615. Coromo thought to himself, "She wants to pay me one dollar for each painting I do, and yet she has spent almost a thousand dollars for the art supplies. There are thirty canvases in the box, so when I am finished she will pay me thirty dollars for thirty paintings, and a thousand dollars for the materials." He could think of no explanation for such a discrepancy.

Thursday, September 13, 2012

Coromo, Chapter 2, parts 608 - 611

608. Then there was Franz Knine, who did not need to change his name, because a one syllable name ending in a vowel can not be improved on. That is the reason that Vladimirov Javacheff used his first name of Christo to create his carreer, since his last name could not be pronounced except in Greek.

609. People like Jackson Pollock, and Pablo Picasso had no problems because they were blessed at birth with melodious and memorable names, but one can't forget the example of Robert Allen Zimmermam. And we have to mention, mention Salvador Felipe Jacinto Dali i Domenech, who only had to shorten his name a little.

610 Tallulia explained it like this, "There was a famous organist once whose name was E. Power Biggs, who sold millions of copies of his performances of the music of J.S. Bach, but he would be unknown if his name had been E. Weakness Small. But then, on the other hand, I suppose Bach would be famous even if his name had been cgzfpqzdx.

611. Ms. Tallulia purchased Coromo's paintings for ten dollars, and I would like to remind you that he had been intending to spend ten dollars for his art supplies. If he had spent ten dollars he would have broken even, but as it worked out the ten he made was clear profit. When Ms Tallulia left she gave him some instructions in a very serious tone.

Wednesday, September 12, 2012

Coromo, Chapter 2, parts 604 - 607

604. They agreed on the price of ten dollars but Tallulia had some requests, she wanted him to do several things, he had to sign all of the paintings on the front in the bottom corner, after that he had to write on the back of each painting the title, the date it was painted, and then it had to be signed again. "What is your name?" she said. "Coromo," he replied.

605. When Coromo said his name the professional art dealer in Tallulia kicked in, and she did not react in any way. She had expected to hear some nondescript useless name of no use in the art field, and she had already wondered what argument she would use to convince Coromo to put some other more marketable name on his paintings.

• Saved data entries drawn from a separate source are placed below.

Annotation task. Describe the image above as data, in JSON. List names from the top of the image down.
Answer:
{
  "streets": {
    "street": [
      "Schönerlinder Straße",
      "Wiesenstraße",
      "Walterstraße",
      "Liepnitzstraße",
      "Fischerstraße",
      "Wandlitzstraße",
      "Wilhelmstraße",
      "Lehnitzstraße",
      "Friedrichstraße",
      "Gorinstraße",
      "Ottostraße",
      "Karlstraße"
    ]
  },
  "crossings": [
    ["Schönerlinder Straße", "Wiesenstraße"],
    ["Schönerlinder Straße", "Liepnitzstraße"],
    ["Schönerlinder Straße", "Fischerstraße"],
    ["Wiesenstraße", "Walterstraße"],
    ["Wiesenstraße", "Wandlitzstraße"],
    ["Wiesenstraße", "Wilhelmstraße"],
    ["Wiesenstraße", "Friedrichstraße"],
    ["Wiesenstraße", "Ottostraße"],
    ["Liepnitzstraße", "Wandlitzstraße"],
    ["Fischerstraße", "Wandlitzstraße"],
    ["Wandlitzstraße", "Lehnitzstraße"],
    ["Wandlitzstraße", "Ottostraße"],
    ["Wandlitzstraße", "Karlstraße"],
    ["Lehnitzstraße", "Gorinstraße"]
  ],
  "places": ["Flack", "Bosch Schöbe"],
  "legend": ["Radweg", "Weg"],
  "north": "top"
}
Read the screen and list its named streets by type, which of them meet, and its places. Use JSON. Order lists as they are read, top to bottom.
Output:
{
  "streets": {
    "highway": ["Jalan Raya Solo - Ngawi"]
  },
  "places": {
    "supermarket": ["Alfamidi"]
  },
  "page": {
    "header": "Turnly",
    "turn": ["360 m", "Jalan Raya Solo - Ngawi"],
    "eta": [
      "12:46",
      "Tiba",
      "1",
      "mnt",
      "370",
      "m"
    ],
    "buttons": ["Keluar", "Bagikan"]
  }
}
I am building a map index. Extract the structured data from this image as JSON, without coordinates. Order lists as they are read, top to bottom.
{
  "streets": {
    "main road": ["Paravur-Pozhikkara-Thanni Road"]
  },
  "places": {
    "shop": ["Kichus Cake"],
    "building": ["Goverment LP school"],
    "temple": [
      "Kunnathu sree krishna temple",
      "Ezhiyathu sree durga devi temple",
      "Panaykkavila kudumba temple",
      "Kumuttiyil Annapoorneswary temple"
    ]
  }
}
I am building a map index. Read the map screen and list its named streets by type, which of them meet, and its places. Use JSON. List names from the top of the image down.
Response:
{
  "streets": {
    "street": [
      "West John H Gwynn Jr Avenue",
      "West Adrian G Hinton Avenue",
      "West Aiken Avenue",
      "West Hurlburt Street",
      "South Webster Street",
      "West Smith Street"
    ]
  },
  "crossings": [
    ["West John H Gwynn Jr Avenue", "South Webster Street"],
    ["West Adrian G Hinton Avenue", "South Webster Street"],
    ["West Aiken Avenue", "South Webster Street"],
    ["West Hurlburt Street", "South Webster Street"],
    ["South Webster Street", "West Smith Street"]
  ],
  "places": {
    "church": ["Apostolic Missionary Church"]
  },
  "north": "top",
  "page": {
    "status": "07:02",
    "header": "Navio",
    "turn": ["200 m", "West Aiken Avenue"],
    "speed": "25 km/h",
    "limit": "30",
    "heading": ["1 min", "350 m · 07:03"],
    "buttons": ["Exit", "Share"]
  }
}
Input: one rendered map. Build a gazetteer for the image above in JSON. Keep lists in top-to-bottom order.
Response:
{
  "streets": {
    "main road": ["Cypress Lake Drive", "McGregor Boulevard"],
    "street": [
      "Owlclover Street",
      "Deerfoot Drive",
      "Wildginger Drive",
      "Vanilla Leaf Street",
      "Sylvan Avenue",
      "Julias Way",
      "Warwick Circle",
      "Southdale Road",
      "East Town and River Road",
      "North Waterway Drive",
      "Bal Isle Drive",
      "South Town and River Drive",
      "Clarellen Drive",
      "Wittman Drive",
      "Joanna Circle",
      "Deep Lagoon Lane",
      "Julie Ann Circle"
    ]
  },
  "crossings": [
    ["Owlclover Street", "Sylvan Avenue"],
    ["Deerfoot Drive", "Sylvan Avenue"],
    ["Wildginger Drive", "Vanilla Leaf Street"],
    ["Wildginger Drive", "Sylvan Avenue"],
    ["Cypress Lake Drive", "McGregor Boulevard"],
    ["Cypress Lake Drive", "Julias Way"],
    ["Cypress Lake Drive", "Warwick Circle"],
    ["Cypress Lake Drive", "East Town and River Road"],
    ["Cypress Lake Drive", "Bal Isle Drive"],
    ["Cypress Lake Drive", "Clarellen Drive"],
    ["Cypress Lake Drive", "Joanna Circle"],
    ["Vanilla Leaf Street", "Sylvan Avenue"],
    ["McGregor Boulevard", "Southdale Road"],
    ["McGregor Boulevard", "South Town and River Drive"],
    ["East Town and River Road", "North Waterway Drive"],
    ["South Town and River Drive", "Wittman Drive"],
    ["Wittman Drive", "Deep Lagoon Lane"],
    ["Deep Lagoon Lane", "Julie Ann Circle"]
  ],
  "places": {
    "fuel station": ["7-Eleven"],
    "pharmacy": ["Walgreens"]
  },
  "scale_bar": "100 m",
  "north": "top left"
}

606. But now she had the name Coromo to try to market, she could not think of a better name. Tallulia's reasoning went something like this.

607. Rothko was famous because his name was Rothko, if he had used his actual name of Marcus Rothkowitz he would probably be unknown.

Coromo, Chapter 2, parts 600 - 603

600. Dear Coromo, I am sorry that we could not come to see you this year, we are all in Aruba because there are golf courses here, perhaps when your resort finishes its golf course project we will come back again. My sister's husbands were very angry and disappointed that your resort had pictures of a golf course, but not the real thing. But, you were the real thing, and I will always remember reading "The Decameron" with you. I am engaged to a very nice man, he is a lawyer with a good practice, please don't write to me anymore.

601. It is hard for me to write this passage about Coromo. It is true his ideas about the third sister were only a fairy tale. During the year while they had been writing back and forth he had never once said anything about his vague ideas of how they could have a life together, the idea seemed absurd, and yet he never stopped thinking about it. Was he in love? If a person spends all day every day thinking about someone, I suppose they are.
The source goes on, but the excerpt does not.